[Beowulf] Compressor LZO versus others

Sun Aug 19 08:45:29 PDT 2012

On 08/19/2012 09:09 AM, Vincent Diepeveen wrote:
> Here is the results:
>
> The original file used for every compressor. A small EGTB of 1.8GB:
>
> -rw-rw-r--. 1 diep diep 1814155128 Aug 19 10:37 knnknp_w.dtb
>
> LZO (default compression):
>
> -rw-rw-r--. 1 diep diep  474233006 Aug 19 10:37 knnknp_w.dtb.lzo
>
> 7-zip (default compression):
>
> -rw-rw-r--. 1 diep diep 160603822 Aug 18 19:33 ../7z/33p/knnknp_w.dtb.7z
>
> Andrew Kadatch:
>
> -rw-rw-r--. 1 diep diep  334258087 Aug 19 14:37 knnknp_w.dtb.emd
>
> We see kadatch is a 140MB smaller in size than LZO, that's a lot at
> 474MB total size for the lzo
> and it's 10% of total size of the original data.
>
> So LZO in fact is so bad it doesn't even beat another Huffman
> compressor.

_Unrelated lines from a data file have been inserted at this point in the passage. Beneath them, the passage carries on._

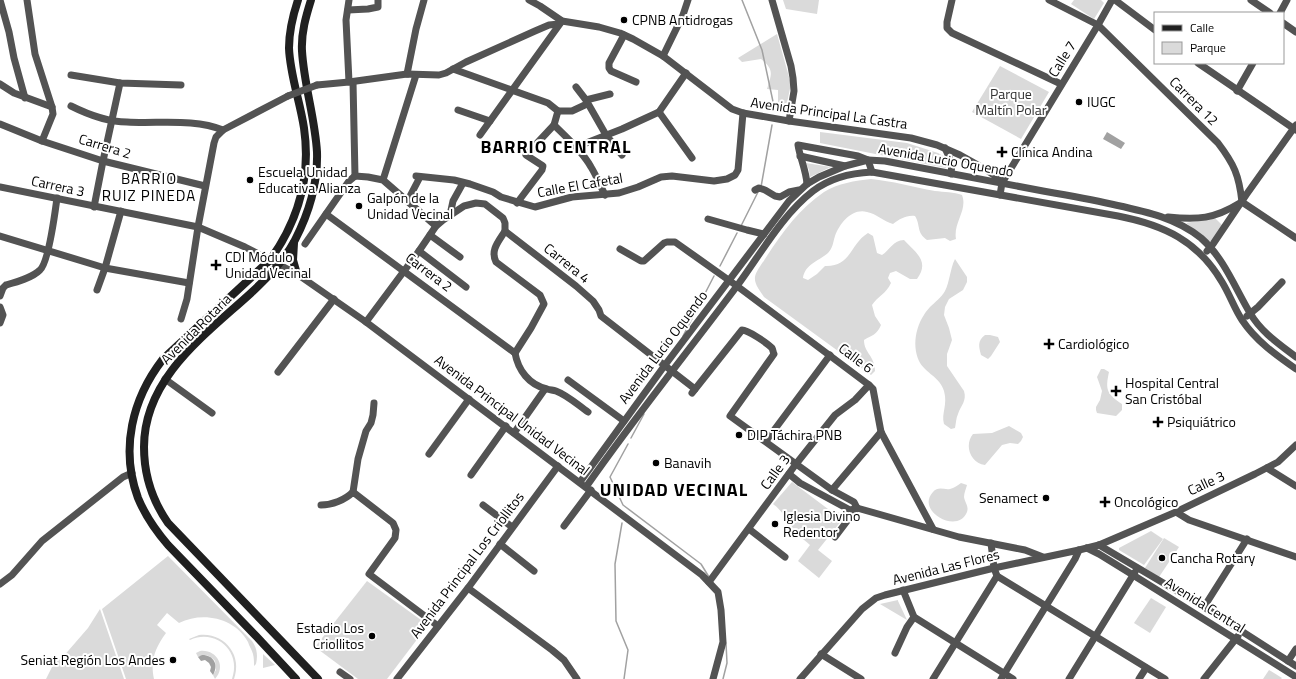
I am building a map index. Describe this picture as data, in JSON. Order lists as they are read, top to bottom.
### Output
{
  "streets": {
    "main road": ["Avenida Rotaria"],
    "street": [
      "Calle 7",
      "Carrera 12",
      "Avenida Principal La Castra",
      "Carrera 2",
      "Avenida Lucio Oquendo",
      "Calle El Cafetal",
      "Carrera 3",
      "Carrera 4",
      "Calle 6",
      "Avenida Principal Unidad Vecinal",
      "Calle 3",
      "Avenida Principal Los Criollitos",
      "Avenida Las Flores",
      "Avenida Central"
    ]
  },
  "crossings": [
    ["Calle 7", "Carrera 12"],
    ["Calle 7", "Avenida Principal La Castra"],
    ["Calle 7", "Avenida Lucio Oquendo"],
    ["Avenida Principal La Castra", "Avenida Lucio Oquendo"],
    ["Avenida Principal La Castra", "Calle El Cafetal"],
    ["Carrera 2", "Carrera 4"],
    ["Avenida Lucio Oquendo", "Carrera 4"],
    ["Avenida Lucio Oquendo", "Calle 6"],
    ["Avenida Lucio Oquendo", "Avenida Principal Unidad Vecinal"],
    ["Carrera 3", "Avenida Rotaria"],
    ["Carrera 3", "Avenida Principal Unidad Vecinal"],
    ["Carrera 4", "Avenida Principal Unidad Vecinal"],
    ["Avenida Rotaria", "Avenida Principal Unidad Vecinal"],
    ["Calle 6", "Calle 3"],
    ["Avenida Principal Unidad Vecinal", "Calle 3"],
    ["Avenida Principal Unidad Vecinal", "Avenida Principal Los Criollitos"],
    ["Calle 3", "Avenida Las Flores"],
    ["Calle 3", "Avenida Central"],
    ["Avenida Las Flores", "Avenida Central"]
  ],
  "districts": ["BARRIO CENTRAL", "BARRIO RUIZ PINEDA", "UNIDAD VECINAL"],
  "parks": ["Parque Maltín Polar"],
  "places": {
    "other": [
      "CPNB Antidrogas",
      "IUGC",
      "Escuela Unidad Educativa Alianza",
      "Galpón de la Unidad Vecinal",
      "DIP Táchira PNB",
      "Banavih",
      "Senamect",
      "Iglesia Divino Redentor",
      "Cancha Rotary",
      "Estadio Los Criollitos",
      "Seniat Región Los Andes"
    ],
    "health": [
      "Clínica Andina",
      "CDI Módulo Unidad Vecinal",
      "Cardiológico",
      "Hospital Central San Cristóbal",
      "Psiquiátrico",
      "Oncológico"
    ]
  },
  "legend": ["Calle", "Parque"]
}
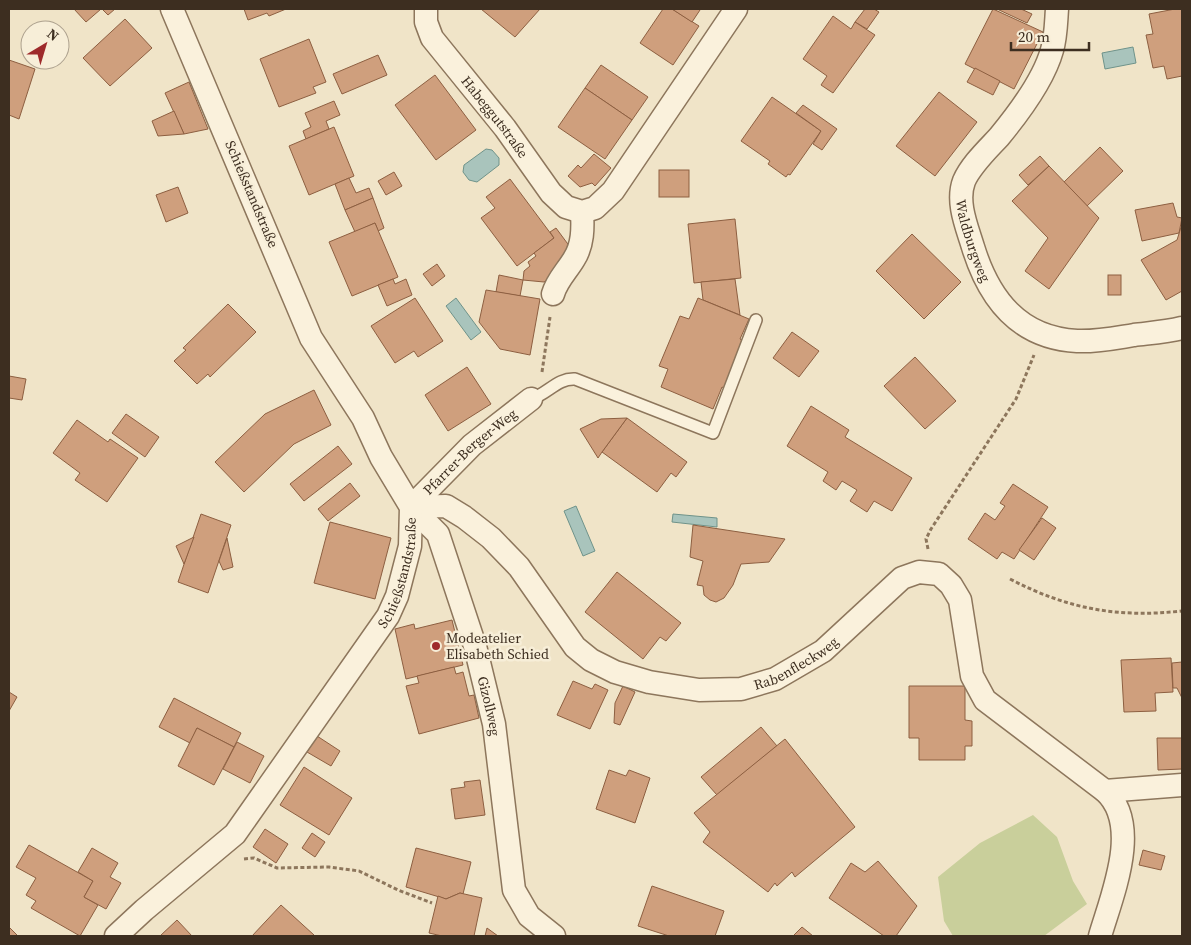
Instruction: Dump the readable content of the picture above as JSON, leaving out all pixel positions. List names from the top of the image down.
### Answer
{
  "streets": {
    "street": [
      "Habeggutstraße",
      "Schießstandstraße",
      "Waldburgweg",
      "Pfarrer-Berger-Weg",
      "Rabenfleckweg",
      "Gizollweg"
    ]
  },
  "crossings": [
    ["Schießstandstraße", "Pfarrer-Berger-Weg"],
    ["Schießstandstraße", "Rabenfleckweg"],
    ["Schießstandstraße", "Gizollweg"],
    ["Pfarrer-Berger-Weg", "Rabenfleckweg"],
    ["Pfarrer-Berger-Weg", "Gizollweg"],
    ["Rabenfleckweg", "Gizollweg"]
  ],
  "places": ["Modeatelier Elisabeth Schied"],
  "scale_bar": "20 m",
  "north": "top right"
}
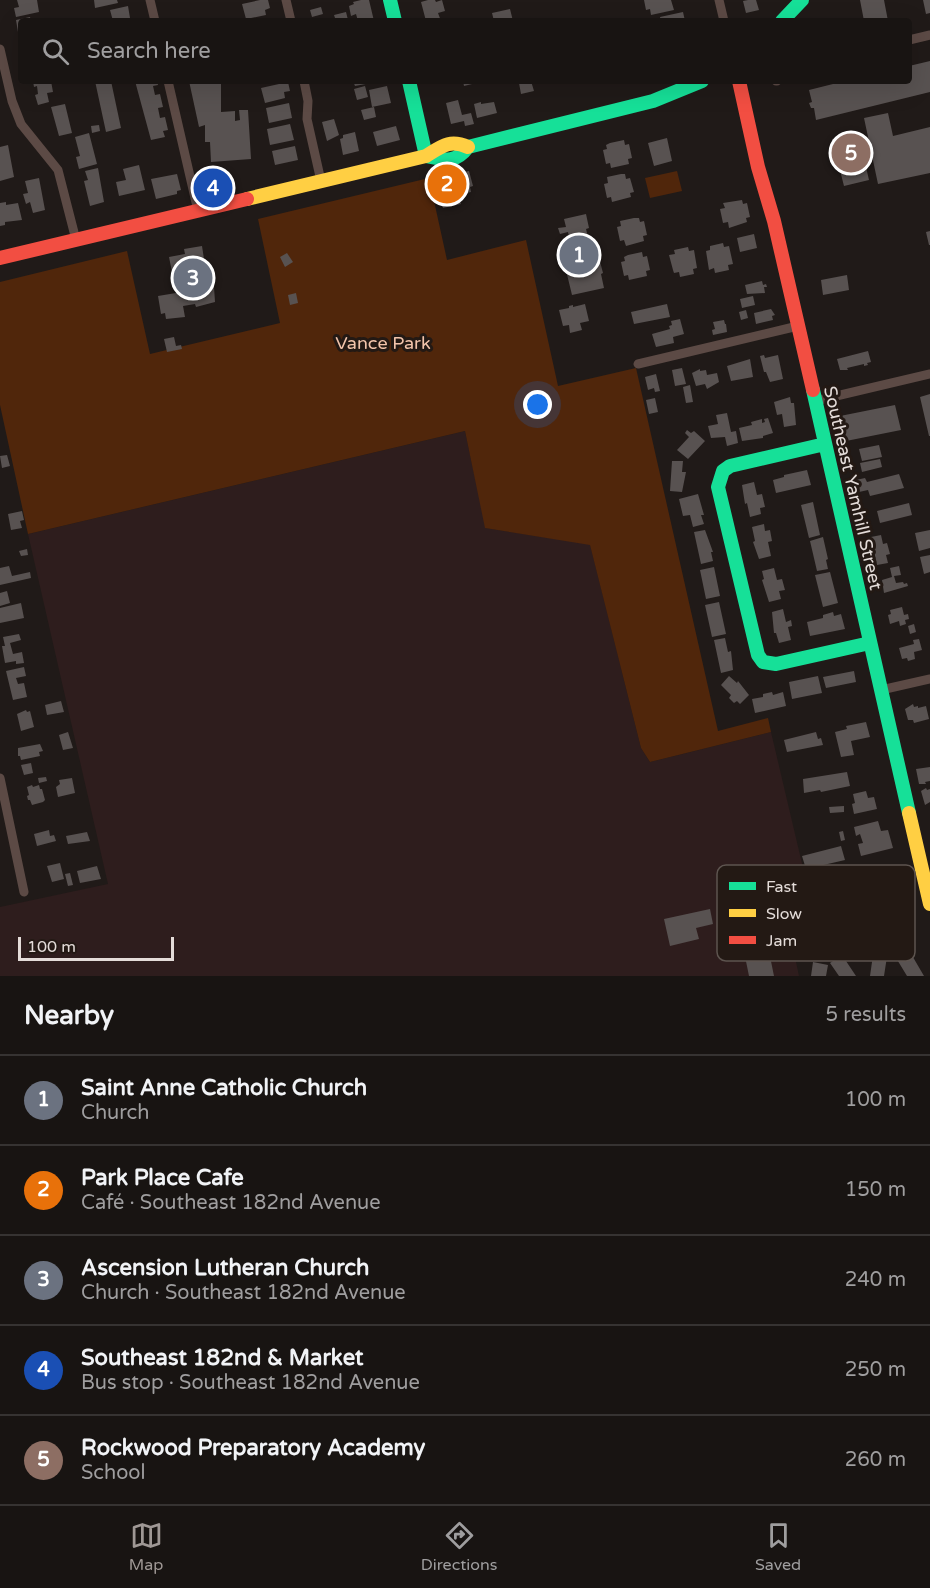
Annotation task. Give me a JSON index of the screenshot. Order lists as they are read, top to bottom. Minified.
{"streets":{"street":["Southeast Yamhill Street"]},"parks":["Vance Park"],"legend":["Fast","Slow","Jam"],"scale_bar":"100 m","page":{"search":"Search here","pins":["5","2","4","1","3"],"scale":"100 m","heading":["Nearby","5 results"],"list":[{"mark":"1","name":"Saint Anne Catholic Church","note":"Church","value":"100 m"},{"mark":"2","name":"Park Place Cafe","note":"Café · Southeast 182nd Avenue","value":"150 m"},{"mark":"3","name":"Ascension Lutheran Church","note":"Church · Southeast 182nd Avenue","value":"240 m"},{"mark":"4","name":"Southeast 182nd & Market","note":"Bus stop · Southeast 182nd Avenue","value":"250 m"},{"mark":"5","name":"Rockwood Preparatory Academy","note":"School","value":"260 m"}],"nav":["Map","Directions","Saved"]}}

A fast bucket compressor not using a dictionary at all is
> hammering it.

Thanks for these insightful findings Vincent.  Unless I missed 
something, I didn't see timings for these algorithms.  I would be very 
interested to see these compressions wrapped in a 'time' command and 
please make sure to flush your buffer cache in between.  In Hadoop LZO 
seems to be the defacto standard for its widespread use, speed both of 
compression and decompression, and relatively high compression ratio 
compared to very bare-bones compressors.

So seeing these results, alongside the 1) time to compress when data is 
solely on HDD and 2) time to decompress when data is solely on HDD would 
be really, really helpful.

For Hadoop, since compression is mainly used to "package" data up prior 
to network transfer (and obviously it gets "unpackaged" on the other 
side if it needs to be used), the balance between speed and compression 
is a fine balance, dependent on your network and CPU capabilities.

Please let me know if you get around to running these experiments and if 
you find another compressor out there that is excellent and I'll have to 
consider it for my use in Hadoop!

Best,

ellis